What is the minimum size for Claude prompt caching to activate?
A cacheable block must be at least 1,024 tokens to be eligible for caching. Shorter blocks are not cached regardless of the cache_control setting — no error is thrown, the flag is simply ignored. The cache TTL is 5 minutes by default; subsequent API calls within 5 minutes that include the same cached block will be charged the cache read rate. Each hit resets the TTL.
When does prompt caching save the most money?
Caching saves most when: (1) you have a long system prompt (>1K tokens) that is the same across many conversations, (2) you are doing document or RAG queries where the document stays fixed across multiple questions, (3) you are running agentic loops where tool definitions and context accumulate turn-over-turn. Caching saves least for one-shot queries with no repeated context — in those cases you pay the 1.25× write premium with no offsetting cache hits.
How do I enable prompt caching in the Claude API?
Add a cache_control block with type: "ephemeral" to any content block you want to cache. You can cache system prompts, user messages, tool definitions, and document blocks. The cached block and everything before it in the context window will be cached together. Minimum 1,024 tokens per cacheable block. You can place up to 4 cache breakpoints in a single request, which lets you cache multiple independent sections (e.g. system prompt + document block) in one call.

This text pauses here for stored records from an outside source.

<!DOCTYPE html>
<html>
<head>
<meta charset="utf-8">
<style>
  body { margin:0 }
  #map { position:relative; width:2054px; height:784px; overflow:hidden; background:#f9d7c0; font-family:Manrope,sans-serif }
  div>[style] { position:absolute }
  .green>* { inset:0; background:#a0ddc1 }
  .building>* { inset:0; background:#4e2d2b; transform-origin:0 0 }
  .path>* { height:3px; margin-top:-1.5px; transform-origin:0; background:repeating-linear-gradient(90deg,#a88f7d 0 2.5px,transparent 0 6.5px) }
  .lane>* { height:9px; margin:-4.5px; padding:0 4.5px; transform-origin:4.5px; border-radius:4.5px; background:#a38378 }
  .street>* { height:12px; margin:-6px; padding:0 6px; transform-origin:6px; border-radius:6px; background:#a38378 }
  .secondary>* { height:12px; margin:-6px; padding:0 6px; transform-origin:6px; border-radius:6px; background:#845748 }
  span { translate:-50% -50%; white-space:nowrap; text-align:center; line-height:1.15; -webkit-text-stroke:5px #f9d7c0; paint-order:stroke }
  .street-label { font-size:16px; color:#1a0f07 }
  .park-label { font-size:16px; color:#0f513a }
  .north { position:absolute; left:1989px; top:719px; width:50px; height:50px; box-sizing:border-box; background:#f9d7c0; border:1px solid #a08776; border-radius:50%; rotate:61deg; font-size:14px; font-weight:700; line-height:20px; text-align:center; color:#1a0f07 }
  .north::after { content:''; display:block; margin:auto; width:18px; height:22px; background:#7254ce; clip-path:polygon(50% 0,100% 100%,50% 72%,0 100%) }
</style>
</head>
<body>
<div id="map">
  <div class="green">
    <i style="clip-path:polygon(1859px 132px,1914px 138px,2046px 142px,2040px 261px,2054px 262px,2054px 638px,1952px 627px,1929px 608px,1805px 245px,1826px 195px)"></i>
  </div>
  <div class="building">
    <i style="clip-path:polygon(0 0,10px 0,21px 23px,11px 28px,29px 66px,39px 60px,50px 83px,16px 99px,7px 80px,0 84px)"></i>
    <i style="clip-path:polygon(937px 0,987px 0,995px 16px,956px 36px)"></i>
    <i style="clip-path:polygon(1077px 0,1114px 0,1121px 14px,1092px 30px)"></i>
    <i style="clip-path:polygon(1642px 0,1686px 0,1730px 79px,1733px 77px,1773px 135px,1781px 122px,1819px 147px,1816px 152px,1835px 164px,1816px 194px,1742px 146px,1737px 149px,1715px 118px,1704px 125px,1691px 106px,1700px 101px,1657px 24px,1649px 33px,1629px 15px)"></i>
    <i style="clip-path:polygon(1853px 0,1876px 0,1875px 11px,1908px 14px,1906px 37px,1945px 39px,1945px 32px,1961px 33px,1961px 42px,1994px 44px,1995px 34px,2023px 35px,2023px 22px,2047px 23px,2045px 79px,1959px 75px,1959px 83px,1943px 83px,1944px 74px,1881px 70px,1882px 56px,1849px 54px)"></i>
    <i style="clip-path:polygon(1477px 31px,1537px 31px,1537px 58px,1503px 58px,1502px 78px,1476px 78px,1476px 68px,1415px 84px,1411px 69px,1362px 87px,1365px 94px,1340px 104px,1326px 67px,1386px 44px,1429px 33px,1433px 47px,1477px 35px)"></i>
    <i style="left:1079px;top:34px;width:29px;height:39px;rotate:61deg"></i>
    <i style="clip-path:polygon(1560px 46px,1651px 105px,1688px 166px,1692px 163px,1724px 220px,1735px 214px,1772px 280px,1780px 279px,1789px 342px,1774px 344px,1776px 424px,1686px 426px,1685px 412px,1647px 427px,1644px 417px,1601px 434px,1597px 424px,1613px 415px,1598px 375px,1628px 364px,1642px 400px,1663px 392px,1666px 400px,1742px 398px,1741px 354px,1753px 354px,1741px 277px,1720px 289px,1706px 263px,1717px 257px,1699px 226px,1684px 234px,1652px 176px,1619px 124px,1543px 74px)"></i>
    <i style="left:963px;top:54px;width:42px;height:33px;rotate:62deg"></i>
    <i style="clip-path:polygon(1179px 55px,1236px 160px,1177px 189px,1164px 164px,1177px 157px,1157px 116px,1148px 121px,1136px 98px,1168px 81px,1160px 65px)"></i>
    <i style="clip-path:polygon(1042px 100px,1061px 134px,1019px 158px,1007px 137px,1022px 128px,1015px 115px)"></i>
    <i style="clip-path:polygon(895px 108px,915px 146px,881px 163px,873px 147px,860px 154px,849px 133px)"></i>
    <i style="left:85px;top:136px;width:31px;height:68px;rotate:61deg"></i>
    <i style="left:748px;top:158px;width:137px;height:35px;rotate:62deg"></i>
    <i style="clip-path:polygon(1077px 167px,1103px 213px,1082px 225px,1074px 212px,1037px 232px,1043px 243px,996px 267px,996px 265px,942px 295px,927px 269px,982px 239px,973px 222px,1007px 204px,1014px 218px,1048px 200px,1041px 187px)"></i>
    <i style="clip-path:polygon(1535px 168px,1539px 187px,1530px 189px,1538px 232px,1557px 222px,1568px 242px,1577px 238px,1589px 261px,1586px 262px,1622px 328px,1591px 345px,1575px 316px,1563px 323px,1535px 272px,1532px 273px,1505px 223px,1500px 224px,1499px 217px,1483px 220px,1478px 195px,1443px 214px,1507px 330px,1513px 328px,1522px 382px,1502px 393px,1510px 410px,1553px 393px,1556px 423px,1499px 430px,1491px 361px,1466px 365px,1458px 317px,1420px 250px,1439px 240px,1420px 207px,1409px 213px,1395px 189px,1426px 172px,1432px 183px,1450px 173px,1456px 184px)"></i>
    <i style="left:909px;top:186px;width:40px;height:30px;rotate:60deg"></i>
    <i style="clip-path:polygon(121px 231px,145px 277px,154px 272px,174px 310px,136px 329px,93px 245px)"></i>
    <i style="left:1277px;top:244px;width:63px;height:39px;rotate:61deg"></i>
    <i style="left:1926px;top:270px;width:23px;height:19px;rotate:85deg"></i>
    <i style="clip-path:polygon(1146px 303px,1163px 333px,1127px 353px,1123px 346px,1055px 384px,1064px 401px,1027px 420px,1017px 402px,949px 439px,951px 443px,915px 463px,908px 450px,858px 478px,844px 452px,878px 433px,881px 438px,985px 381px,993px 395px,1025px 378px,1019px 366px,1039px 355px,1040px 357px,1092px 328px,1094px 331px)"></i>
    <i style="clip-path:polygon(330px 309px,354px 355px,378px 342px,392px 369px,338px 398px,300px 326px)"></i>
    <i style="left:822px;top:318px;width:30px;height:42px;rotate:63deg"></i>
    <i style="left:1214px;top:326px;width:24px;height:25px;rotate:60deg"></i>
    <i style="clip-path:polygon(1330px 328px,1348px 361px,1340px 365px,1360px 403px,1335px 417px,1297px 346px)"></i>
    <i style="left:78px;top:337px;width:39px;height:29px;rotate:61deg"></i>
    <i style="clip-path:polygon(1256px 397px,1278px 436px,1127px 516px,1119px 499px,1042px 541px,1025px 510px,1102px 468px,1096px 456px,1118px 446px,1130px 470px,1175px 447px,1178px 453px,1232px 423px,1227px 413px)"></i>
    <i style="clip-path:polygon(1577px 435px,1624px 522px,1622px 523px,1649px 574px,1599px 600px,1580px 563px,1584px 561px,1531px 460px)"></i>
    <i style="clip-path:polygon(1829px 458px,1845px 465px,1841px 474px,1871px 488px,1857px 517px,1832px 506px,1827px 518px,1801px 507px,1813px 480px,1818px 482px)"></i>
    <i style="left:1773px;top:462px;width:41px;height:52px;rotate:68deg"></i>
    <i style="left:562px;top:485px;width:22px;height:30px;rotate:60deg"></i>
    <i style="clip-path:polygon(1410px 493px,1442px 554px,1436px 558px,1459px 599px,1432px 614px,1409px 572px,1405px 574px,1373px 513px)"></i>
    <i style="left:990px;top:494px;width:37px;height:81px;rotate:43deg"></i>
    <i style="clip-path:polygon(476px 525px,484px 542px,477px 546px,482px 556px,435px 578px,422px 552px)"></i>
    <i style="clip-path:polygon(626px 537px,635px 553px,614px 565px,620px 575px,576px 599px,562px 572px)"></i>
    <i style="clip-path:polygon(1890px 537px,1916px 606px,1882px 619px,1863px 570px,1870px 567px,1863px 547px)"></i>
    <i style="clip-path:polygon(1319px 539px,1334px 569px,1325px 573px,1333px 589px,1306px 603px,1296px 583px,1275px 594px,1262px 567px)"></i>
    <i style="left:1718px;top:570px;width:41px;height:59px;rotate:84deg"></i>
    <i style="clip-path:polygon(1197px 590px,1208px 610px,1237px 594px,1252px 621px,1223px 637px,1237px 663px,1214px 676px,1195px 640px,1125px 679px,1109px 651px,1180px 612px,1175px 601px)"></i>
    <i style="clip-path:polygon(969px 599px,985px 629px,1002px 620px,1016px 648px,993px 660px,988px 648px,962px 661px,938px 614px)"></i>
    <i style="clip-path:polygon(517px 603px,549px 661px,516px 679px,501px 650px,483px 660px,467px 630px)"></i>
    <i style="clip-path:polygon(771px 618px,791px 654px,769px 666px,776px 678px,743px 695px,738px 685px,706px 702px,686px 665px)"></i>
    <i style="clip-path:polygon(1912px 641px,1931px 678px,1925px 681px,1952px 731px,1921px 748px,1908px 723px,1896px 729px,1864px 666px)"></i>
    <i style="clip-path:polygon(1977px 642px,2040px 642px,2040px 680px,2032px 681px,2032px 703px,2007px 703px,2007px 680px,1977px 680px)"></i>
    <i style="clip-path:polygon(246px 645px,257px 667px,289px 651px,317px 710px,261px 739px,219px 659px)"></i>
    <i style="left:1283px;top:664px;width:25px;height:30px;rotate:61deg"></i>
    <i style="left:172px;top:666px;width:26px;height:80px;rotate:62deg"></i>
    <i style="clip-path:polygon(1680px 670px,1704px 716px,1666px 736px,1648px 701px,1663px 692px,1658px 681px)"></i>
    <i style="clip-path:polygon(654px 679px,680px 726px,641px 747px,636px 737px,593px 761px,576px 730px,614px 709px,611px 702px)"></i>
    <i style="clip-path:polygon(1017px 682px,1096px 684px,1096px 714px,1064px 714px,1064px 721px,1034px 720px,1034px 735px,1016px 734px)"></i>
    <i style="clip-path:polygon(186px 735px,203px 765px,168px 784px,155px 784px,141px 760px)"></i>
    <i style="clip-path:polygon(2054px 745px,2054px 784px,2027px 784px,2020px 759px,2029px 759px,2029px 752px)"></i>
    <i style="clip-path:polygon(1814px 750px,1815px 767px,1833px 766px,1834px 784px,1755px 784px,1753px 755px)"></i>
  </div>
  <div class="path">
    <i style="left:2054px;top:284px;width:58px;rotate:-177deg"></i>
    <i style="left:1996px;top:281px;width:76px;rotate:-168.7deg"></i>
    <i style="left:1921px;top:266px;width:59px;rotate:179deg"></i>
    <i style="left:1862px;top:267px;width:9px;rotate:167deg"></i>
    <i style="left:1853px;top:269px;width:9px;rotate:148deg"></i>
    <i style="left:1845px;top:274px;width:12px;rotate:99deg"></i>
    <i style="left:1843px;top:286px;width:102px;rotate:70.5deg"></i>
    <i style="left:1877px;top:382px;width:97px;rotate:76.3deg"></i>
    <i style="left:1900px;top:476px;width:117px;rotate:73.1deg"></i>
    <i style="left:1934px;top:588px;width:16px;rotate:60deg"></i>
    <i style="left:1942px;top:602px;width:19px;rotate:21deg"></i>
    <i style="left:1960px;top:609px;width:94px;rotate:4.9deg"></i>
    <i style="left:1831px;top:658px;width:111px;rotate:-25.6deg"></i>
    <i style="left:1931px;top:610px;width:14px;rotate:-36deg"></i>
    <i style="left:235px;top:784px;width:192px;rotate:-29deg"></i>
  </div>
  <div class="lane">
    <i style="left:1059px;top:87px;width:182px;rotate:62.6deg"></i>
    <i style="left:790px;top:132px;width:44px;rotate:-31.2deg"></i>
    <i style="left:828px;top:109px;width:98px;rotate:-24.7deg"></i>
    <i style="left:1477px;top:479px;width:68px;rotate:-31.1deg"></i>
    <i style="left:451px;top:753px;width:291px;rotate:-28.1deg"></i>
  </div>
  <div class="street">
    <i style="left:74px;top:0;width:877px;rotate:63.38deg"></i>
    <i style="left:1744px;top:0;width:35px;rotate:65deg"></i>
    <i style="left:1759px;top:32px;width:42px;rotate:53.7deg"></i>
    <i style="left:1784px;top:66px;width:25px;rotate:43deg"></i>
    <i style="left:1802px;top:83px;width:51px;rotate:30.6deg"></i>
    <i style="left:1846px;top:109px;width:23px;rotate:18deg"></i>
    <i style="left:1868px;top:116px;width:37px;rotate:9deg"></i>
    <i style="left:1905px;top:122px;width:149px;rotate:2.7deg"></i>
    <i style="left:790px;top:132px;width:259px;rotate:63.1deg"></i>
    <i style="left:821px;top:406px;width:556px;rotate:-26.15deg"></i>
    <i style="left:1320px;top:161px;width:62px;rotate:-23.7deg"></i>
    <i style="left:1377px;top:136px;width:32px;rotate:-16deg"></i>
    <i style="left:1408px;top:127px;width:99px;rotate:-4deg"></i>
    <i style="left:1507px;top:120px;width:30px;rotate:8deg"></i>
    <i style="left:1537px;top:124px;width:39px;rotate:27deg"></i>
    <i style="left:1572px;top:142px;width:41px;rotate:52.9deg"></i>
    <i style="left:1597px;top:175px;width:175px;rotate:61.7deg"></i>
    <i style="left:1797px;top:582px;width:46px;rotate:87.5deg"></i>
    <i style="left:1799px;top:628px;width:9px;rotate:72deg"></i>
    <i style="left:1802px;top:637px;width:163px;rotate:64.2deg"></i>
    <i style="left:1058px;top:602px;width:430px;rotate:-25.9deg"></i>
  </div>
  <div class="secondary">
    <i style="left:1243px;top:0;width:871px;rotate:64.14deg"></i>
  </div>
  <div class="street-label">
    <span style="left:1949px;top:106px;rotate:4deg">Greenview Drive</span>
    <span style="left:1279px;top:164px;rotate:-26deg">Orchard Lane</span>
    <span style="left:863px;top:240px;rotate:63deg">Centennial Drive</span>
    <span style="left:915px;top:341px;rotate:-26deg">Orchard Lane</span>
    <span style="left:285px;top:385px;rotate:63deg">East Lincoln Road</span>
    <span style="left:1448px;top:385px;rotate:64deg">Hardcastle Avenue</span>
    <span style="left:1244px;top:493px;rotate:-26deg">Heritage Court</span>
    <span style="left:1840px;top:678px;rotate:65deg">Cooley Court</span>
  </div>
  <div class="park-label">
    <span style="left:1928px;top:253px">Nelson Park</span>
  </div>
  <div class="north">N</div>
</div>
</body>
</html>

Does prompt caching work with the Batch API?
Yes. Prompt caching is fully compatible with the Batch API. Cache write tokens are charged at the standard (non-discounted) cache write rate. Cache read tokens are also charged at the standard cache read rate. The 50% Batch API discount applies only to uncached input tokens and output tokens — not to cache write or cache read tokens. Combining caching and the Batch API can yield very large savings on high-volume async workloads with repeated context.